#### Work request
In the data below, find each line that contains the word "does" and copy it.
### Records provided
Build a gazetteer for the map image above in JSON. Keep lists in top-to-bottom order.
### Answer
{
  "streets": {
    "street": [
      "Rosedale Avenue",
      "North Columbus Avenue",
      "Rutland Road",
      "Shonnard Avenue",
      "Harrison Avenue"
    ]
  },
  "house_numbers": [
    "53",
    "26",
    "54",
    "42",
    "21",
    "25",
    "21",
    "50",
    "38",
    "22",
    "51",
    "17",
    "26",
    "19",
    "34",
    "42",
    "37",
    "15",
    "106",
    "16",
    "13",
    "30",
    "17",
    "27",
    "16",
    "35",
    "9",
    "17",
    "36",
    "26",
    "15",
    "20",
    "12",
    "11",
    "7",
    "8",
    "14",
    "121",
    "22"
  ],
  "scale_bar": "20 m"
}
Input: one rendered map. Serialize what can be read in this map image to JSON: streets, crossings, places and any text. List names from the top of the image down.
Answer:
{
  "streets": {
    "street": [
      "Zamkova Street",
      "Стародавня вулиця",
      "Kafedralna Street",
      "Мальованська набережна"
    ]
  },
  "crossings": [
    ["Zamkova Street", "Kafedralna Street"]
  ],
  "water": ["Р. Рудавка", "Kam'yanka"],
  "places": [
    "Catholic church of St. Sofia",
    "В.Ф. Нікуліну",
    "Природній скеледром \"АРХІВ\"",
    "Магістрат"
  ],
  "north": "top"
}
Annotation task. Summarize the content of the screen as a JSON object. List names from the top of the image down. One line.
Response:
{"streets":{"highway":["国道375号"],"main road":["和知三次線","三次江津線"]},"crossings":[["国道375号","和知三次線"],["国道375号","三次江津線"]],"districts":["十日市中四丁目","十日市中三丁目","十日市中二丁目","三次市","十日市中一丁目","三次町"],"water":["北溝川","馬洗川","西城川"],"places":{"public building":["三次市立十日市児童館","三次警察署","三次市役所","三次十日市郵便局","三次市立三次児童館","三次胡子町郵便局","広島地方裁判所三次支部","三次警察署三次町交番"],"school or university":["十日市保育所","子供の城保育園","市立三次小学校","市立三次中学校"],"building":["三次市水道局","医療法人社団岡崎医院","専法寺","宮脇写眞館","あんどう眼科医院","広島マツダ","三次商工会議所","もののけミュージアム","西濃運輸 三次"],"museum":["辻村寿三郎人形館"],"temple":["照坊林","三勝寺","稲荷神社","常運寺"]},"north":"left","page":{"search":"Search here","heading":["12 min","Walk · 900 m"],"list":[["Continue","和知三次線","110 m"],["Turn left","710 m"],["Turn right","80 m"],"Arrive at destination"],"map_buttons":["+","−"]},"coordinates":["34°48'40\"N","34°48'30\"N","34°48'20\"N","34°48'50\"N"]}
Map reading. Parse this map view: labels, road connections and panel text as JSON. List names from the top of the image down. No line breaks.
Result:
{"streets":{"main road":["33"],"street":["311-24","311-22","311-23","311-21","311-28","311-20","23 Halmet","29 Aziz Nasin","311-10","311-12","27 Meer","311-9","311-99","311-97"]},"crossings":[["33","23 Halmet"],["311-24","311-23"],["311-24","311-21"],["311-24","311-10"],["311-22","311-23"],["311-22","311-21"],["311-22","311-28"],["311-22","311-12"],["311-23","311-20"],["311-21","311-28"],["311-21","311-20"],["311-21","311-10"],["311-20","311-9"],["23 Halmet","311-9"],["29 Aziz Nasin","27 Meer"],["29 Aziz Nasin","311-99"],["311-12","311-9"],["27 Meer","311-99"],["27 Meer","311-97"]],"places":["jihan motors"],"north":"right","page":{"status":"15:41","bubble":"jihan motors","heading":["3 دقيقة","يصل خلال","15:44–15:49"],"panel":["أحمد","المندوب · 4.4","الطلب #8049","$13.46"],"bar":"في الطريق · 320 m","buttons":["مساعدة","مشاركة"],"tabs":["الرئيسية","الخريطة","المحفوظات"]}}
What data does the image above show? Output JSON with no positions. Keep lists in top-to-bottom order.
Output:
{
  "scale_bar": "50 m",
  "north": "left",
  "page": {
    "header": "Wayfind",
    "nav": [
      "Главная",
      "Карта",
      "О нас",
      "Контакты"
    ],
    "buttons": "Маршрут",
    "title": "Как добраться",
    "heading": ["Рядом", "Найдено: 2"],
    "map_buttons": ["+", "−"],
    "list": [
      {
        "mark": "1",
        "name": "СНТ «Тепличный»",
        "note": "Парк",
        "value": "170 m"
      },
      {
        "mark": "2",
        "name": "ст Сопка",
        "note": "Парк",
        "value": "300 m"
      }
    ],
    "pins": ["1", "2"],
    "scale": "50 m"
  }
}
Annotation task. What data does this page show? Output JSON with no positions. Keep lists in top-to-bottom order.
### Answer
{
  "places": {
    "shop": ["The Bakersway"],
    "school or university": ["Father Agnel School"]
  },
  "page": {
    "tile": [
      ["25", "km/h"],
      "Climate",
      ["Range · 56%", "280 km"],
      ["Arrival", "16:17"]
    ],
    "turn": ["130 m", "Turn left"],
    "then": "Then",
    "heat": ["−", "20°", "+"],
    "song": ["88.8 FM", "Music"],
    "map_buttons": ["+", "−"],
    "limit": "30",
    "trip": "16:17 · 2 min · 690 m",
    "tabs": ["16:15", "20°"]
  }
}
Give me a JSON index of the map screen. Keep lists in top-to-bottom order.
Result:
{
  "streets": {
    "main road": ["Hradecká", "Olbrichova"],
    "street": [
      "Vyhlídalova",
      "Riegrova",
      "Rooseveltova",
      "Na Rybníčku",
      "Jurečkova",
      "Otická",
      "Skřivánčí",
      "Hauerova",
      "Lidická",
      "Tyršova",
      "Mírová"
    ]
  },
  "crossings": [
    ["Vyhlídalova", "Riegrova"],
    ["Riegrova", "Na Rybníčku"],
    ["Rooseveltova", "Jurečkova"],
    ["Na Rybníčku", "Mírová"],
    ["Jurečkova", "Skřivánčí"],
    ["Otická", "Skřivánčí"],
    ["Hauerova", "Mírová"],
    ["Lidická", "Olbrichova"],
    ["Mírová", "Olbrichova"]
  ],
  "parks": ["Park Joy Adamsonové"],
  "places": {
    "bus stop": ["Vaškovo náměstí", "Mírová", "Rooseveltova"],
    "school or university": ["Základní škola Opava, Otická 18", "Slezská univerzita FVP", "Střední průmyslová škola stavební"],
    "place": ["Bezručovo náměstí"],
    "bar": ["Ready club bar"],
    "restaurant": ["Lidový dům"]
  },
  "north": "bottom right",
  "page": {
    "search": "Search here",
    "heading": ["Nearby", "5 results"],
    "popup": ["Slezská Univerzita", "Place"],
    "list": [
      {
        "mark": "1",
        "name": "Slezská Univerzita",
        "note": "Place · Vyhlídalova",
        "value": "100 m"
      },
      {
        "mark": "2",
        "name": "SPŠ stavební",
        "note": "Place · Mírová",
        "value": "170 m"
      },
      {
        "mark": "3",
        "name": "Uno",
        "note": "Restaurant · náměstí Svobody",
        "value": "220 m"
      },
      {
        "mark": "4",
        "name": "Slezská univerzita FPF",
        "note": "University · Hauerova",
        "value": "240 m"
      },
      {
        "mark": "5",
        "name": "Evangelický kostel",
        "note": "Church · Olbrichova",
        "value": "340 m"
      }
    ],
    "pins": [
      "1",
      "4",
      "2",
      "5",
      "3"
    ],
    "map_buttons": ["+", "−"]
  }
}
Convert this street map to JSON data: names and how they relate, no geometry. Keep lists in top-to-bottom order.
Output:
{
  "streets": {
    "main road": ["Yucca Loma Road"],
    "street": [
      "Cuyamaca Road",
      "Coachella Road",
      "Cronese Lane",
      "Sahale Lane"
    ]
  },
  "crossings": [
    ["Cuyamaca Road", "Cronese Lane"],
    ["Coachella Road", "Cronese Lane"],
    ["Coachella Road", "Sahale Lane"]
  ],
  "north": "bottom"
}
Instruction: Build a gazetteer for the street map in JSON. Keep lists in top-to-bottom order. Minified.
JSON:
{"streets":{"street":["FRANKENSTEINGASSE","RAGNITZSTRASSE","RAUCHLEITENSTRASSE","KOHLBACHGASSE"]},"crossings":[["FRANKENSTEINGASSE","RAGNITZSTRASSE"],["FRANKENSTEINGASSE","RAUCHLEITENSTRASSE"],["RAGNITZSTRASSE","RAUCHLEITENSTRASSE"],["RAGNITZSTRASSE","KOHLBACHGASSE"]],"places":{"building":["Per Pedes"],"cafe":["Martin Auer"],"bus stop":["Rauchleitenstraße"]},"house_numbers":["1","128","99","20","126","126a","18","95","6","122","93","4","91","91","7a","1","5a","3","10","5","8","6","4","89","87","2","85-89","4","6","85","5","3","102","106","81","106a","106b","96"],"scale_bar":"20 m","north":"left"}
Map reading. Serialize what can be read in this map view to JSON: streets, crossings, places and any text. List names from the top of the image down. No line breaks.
######
#### Answer to this exercise
What data does the image above show? Output JSON with no positions. Keep lists in top-to-bottom order.
Annotation task. What data does this page show? Output JSON with no positions. Keep lists in top-to-bottom order.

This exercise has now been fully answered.